OF POLITICAL CONSTITUTIONS IN GENERAL, OF THE NATURE OF COLONIAL GOVERNMENTS, AND OF THE BRITISH COLONIES IN NORTH AMERICA.

By a constitution we mean the principles on which a government is formed and conducted.

On the voluntary association of men in sufficient numbers to form a political community, the first step to be taken for their own security and happiness, is to agree on the terms on which they are to be united and to act. They form a constitution, or plan of government suited to their character, their exigencies, and their future prospects. They agree that it shall be the supreme rule of obligation among them.

This is the pure and genuine source of a constitution in the republican form. In other governments the origin of constitutions is not always the same.
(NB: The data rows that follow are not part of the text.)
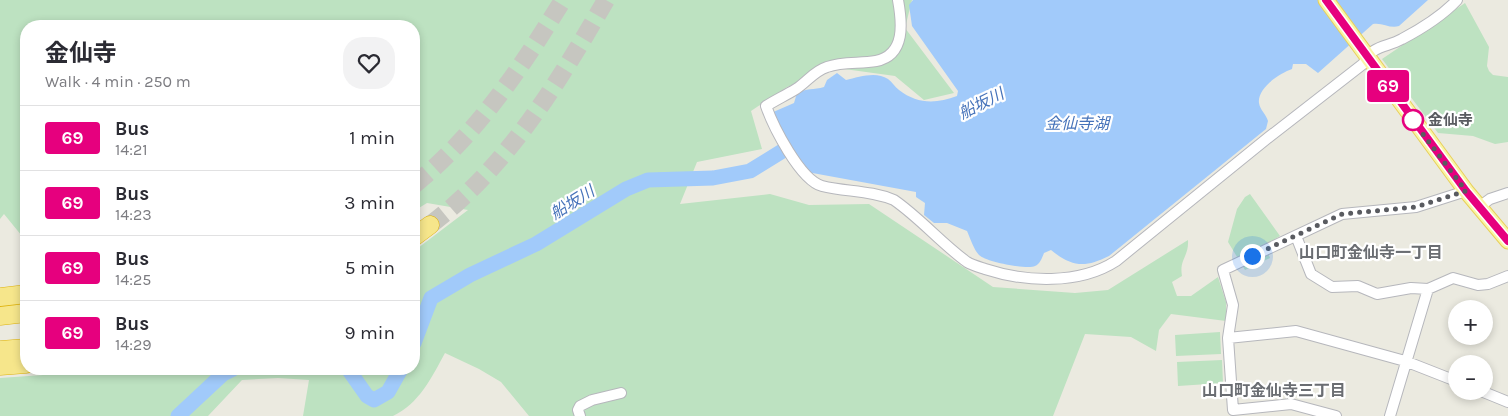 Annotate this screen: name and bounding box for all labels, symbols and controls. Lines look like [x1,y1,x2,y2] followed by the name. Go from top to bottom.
[343,37,395,89] button: heart
[45,39,117,67] text: 金仙寺
[1366,70,1410,102] line badge: 69
[45,72,191,91] text: Walk · 4 min · 250 m
[1377,75,1399,97] text: 69
[956,83,1009,123] water label: 船坂川
[1402,109,1424,131] marker: 金仙寺
[1428,111,1473,129] place label: 金仙寺
[1045,114,1112,133] water label: 金仙寺湖
[115,118,149,140] text: Bus
[62,127,83,149] text: 69
[349,127,395,149] text: 1 min
[115,140,147,159] text: 14:21
[547,181,599,223] water label: 船坂川
[115,183,149,205] text: Bus
[62,192,83,214] text: 69
[344,192,395,214] text: 3 min
[115,205,152,224] text: 14:23
[1299,243,1443,262] district label: 山口町金仙寺一丁目
[1240,244,1265,269] your location
[115,248,149,270] text: Bus
[62,257,83,279] text: 69
[345,257,395,279] text: 5 min
[115,270,151,289] text: 14:25
[1448,300,1493,400] map controls
[1448,300,1493,345] button: +
[115,313,149,335] text: Bus
[62,322,83,344] text: 69
[345,322,395,344] text: 9 min
[115,335,151,354] text: 14:29
[1448,355,1493,400] button: −
[1202,381,1346,400] district label: 山口町金仙寺三丁目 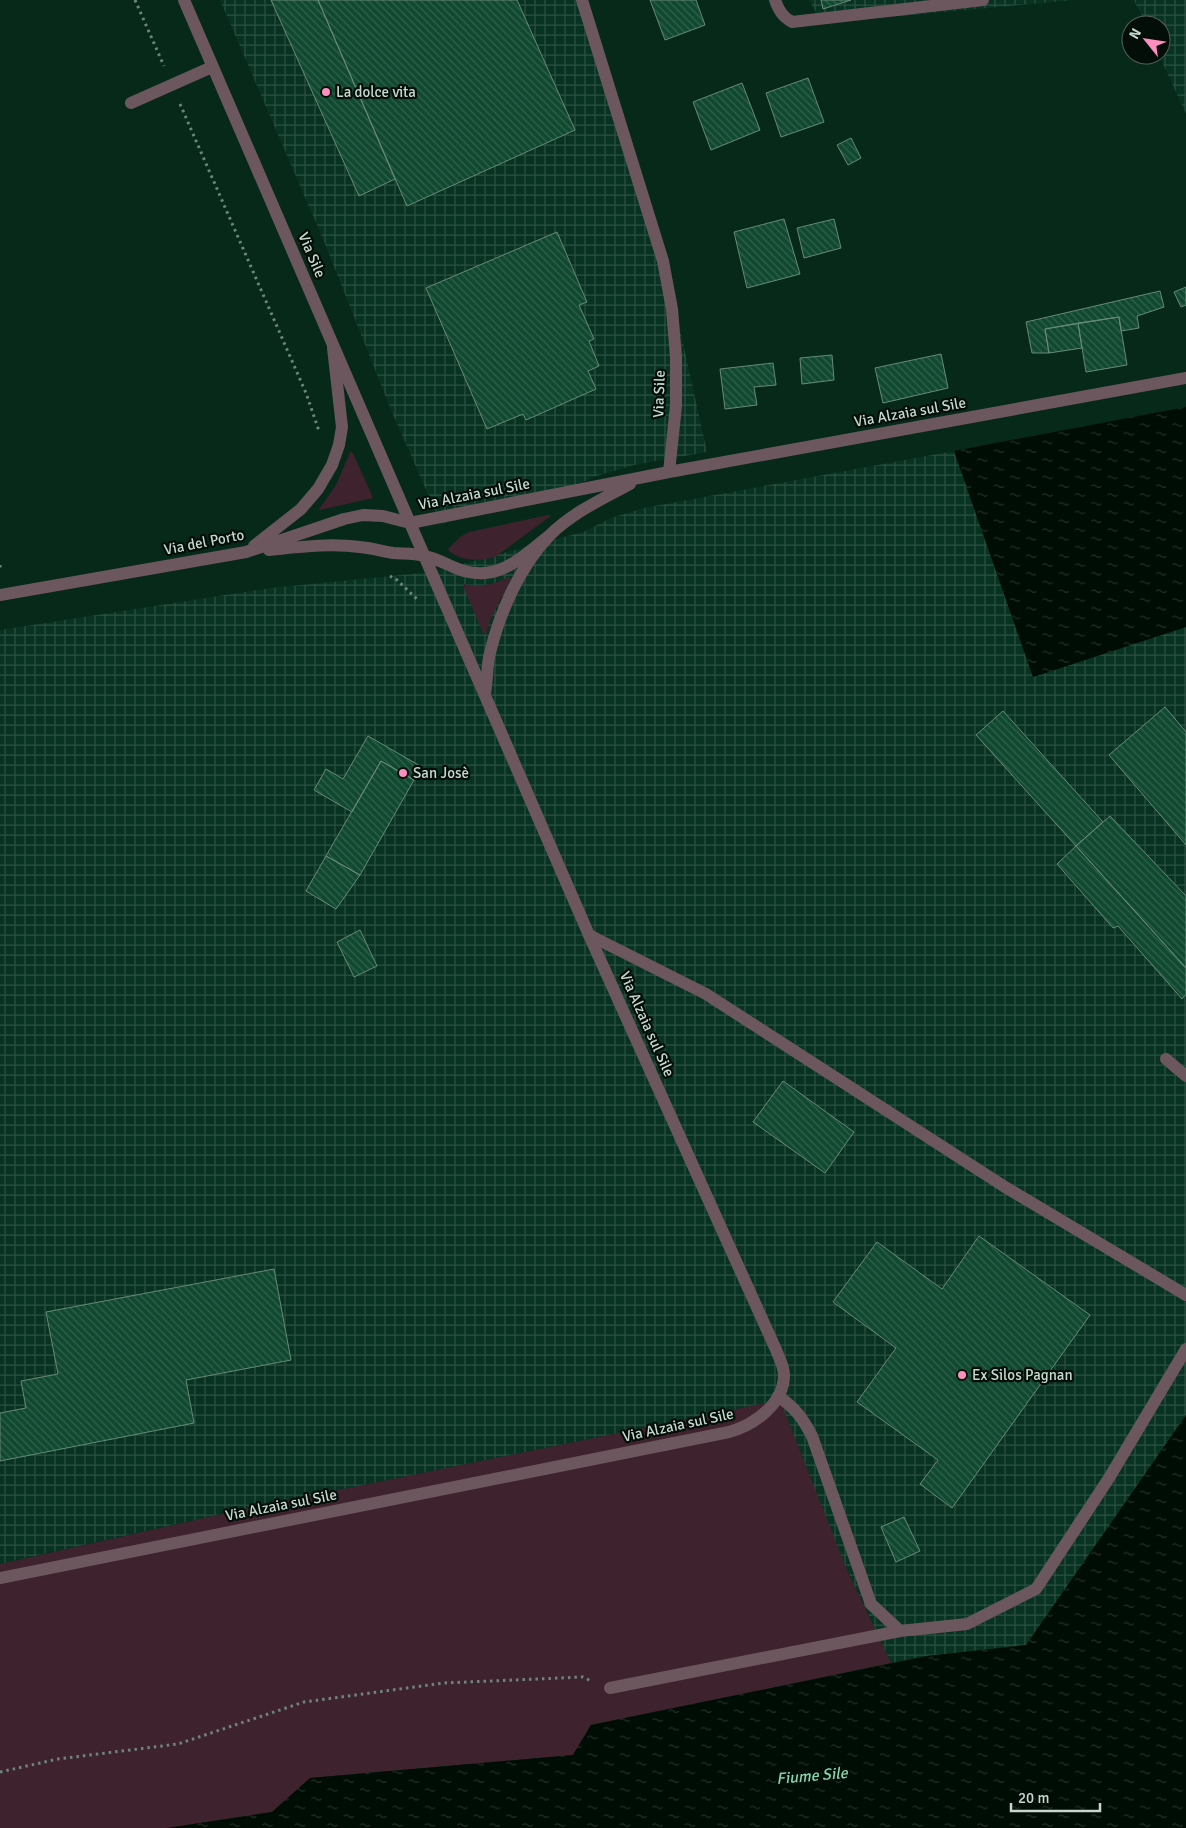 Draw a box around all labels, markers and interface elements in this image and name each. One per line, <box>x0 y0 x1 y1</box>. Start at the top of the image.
north arrow <box>1121 15 1171 65</box>
text: N <box>1125 25 1145 42</box>
place label: La dolce vita <box>336 83 416 101</box>
marker: La dolce vita <box>320 86 332 98</box>
street label: Via Sile <box>294 230 330 280</box>
street label: Via Sile <box>649 370 669 418</box>
street label: Via Alzaia sul Sile <box>853 393 967 431</box>
street label: Via Alzaia sul Sile <box>417 474 531 514</box>
street label: Via del Porto <box>162 525 246 559</box>
place label: San Josè <box>413 764 469 782</box>
marker: San Josè <box>397 767 409 779</box>
street label: Via Alzaia sul Sile <box>616 969 678 1079</box>
place label: Ex Silos Pagnan <box>972 1366 1073 1384</box>
marker: Ex Silos Pagnan <box>956 1369 968 1381</box>
street label: Via Alzaia sul Sile <box>621 1404 735 1446</box>
street label: Via Alzaia sul Sile <box>224 1485 338 1525</box>
water label: Fiume Sile <box>776 1763 849 1789</box>
scale bar <box>1011 1780 1100 1812</box>
text: 20 m <box>1018 1789 1049 1807</box> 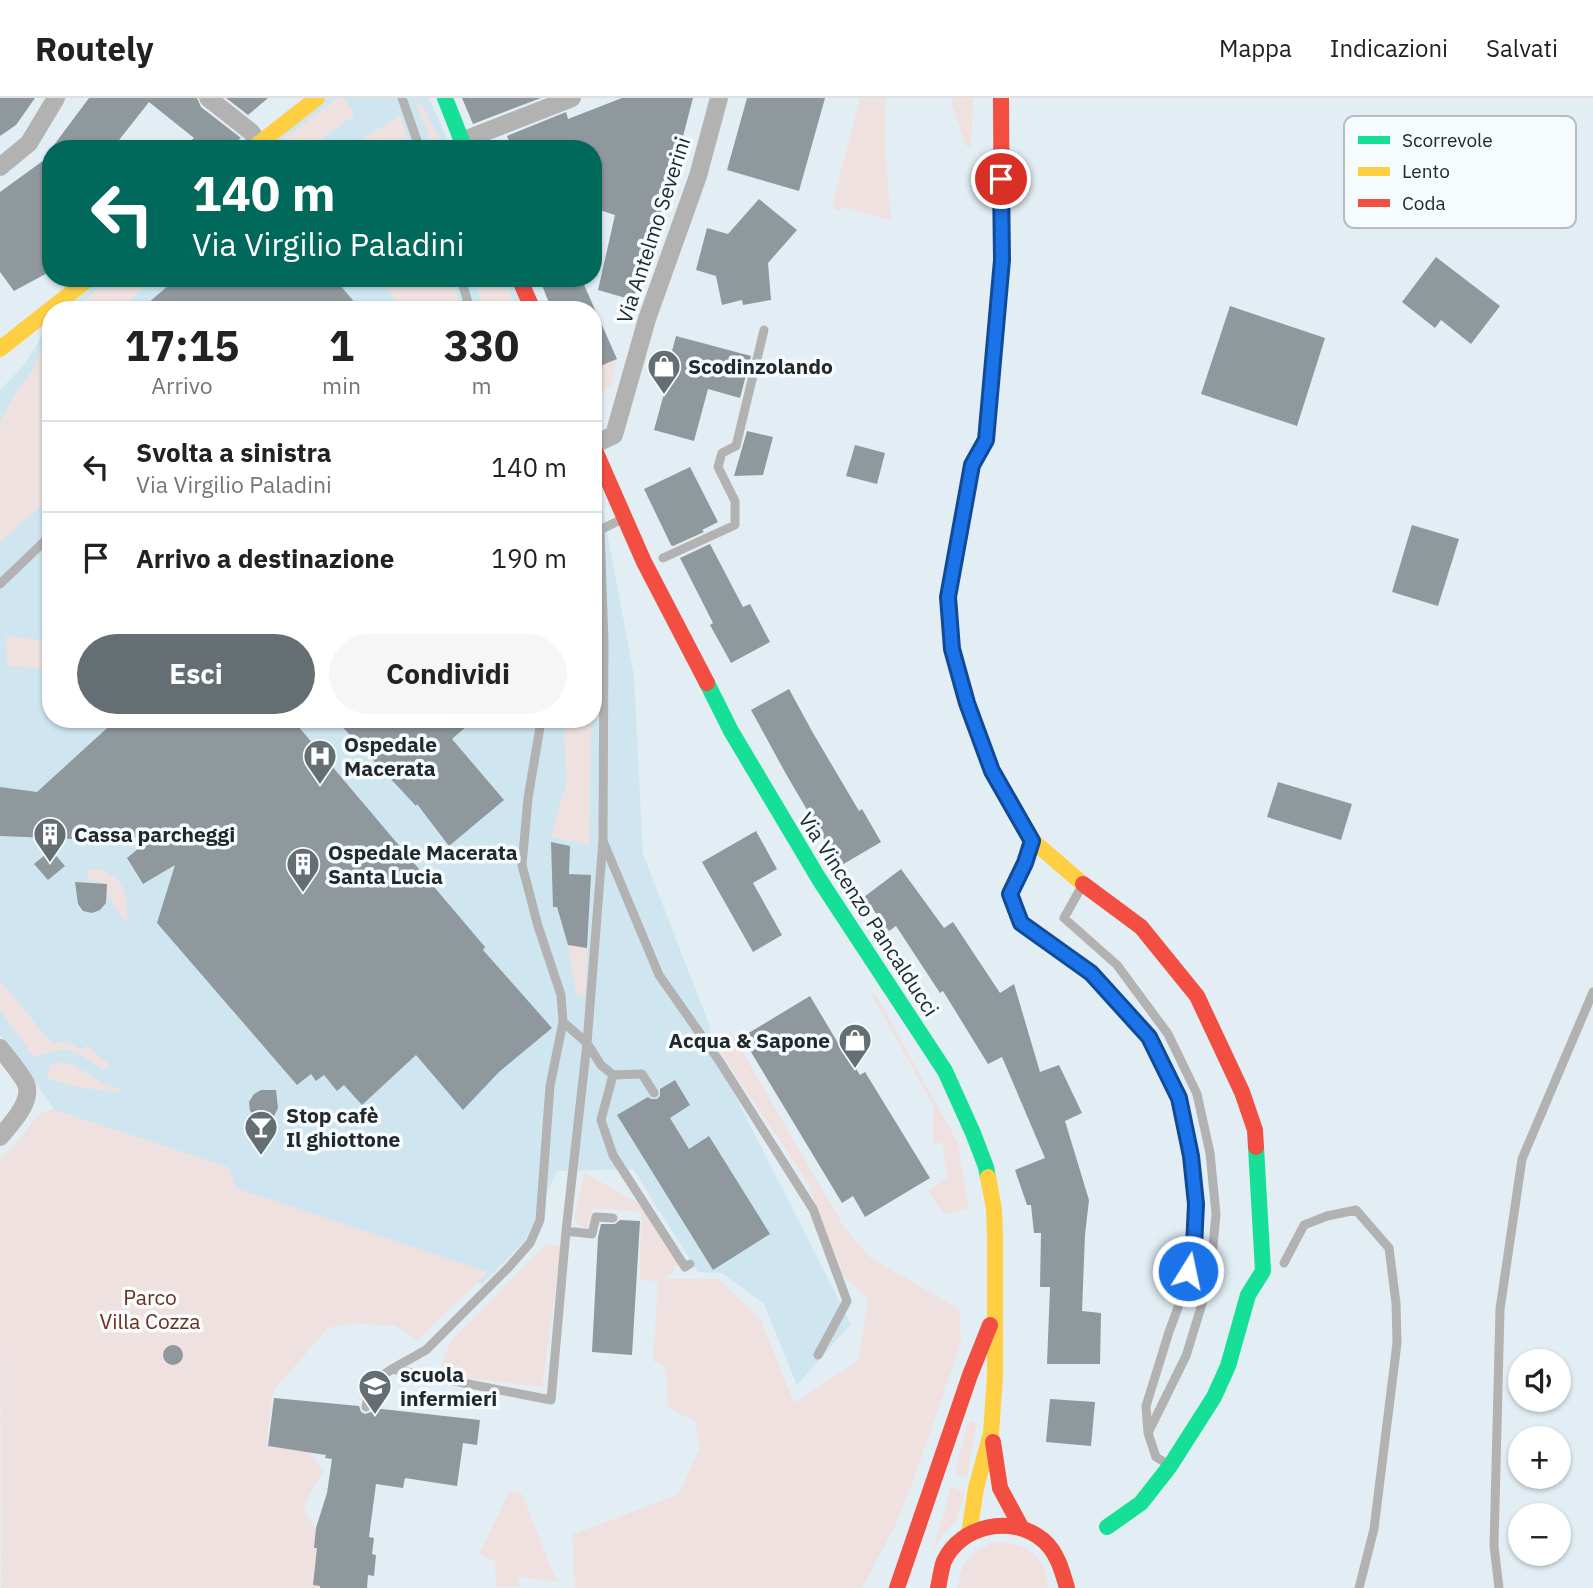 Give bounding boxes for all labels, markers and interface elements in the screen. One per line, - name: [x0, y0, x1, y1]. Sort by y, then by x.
- text: Routely: [35, 27, 154, 70]
- text: Mappa: [1219, 32, 1292, 64]
- text: Indicazioni: [1330, 32, 1448, 64]
- text: Salvati: [1486, 32, 1558, 64]
- legend: [1344, 116, 1576, 228]
- text: Scorrevole: [1402, 128, 1493, 152]
- street label: Via Antelmo Severini: [610, 133, 696, 327]
- pin: [971, 149, 1031, 209]
- text: Lento: [1402, 159, 1450, 183]
- icon: arrive: [982, 160, 1020, 198]
- text: 140 m: [192, 161, 336, 224]
- icon: left: [77, 168, 168, 259]
- text: Coda: [1402, 191, 1446, 215]
- text: Via Virgilio Paladini: [192, 223, 464, 265]
- text: 17:15: [125, 318, 239, 373]
- text: 1: [329, 318, 354, 373]
- text: 330: [444, 318, 519, 373]
- shop icon: Scodinzolando: [645, 347, 683, 396]
- place label: Scodinzolando: [688, 352, 833, 380]
- text: Arrivo: [151, 370, 213, 400]
- text: min: [322, 370, 361, 400]
- text: m: [471, 370, 492, 400]
- text: Svolta a sinistra: [136, 435, 332, 469]
- icon: left: [77, 448, 115, 486]
- text: 140 m: [491, 450, 567, 484]
- text: Via Virgilio Paladini: [136, 469, 332, 499]
- icon: arrive: [77, 539, 115, 577]
- text: Arrivo a destinazione: [136, 541, 394, 575]
- text: 190 m: [491, 541, 567, 575]
- button: Esci: [77, 634, 315, 714]
- button: Condividi: [329, 634, 567, 714]
- place label: Ospedale Macerata: [344, 730, 437, 782]
- hospital icon: Ospedale Macerata: [301, 737, 339, 786]
- street label: Via Vincenzo Pancalducci: [792, 807, 946, 1021]
- building icon: Cassa parcheggi: [31, 815, 69, 864]
- place label: Cassa parcheggi: [74, 820, 235, 848]
- place label: Ospedale Macerata Santa Lucia: [328, 838, 518, 890]
- building icon: Ospedale Macerata Santa Lucia: [284, 845, 322, 894]
- shop icon: Acqua & Sapone: [836, 1021, 874, 1070]
- place label: Acqua & Sapone: [669, 1026, 830, 1054]
- place label: Stop cafè Il ghiottone: [286, 1101, 400, 1153]
- bar icon: Stop cafè Il ghiottone: [242, 1108, 280, 1157]
- position arrow: [1151, 1234, 1225, 1308]
- park label: Parco Villa Cozza: [100, 1283, 200, 1335]
- map controls: [1508, 1349, 1571, 1566]
- button: sound: [1508, 1349, 1571, 1412]
- place label: scuola infermieri: [400, 1360, 497, 1412]
- school or university icon: scuola infermieri: [356, 1367, 394, 1416]
- button: +: [1508, 1426, 1571, 1489]
- button: −: [1508, 1503, 1571, 1566]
A successful conqueror establishes such a form of government as he thinks proper. If he deigns to give it the name of a constitution, the people are instructed to consider it as a donation from him ; but the danger to his power, generally

induces him to withhold an appellation, of which, in his own apprehension, an improper use might be made.

In governments purely despotic, we never hear of a constitution. The people are sometimes, however, roused to vindicate their rights, and when their discontents and their power become so great as to prove the necessity of relaxation on the part of the government, or when a favourable juncture happens, of which they prudently avail themselves, a constitution may be exacted, and the government compelled to recognise principles and concede rights in favour of the people.

The duration of this relief is wholly dependent upon political events. In some countries the people are able to retain what is thus conceded; in others, the concession is swept away by some abrupt revolution in favour of absolute power, and the country relapses into its former condition.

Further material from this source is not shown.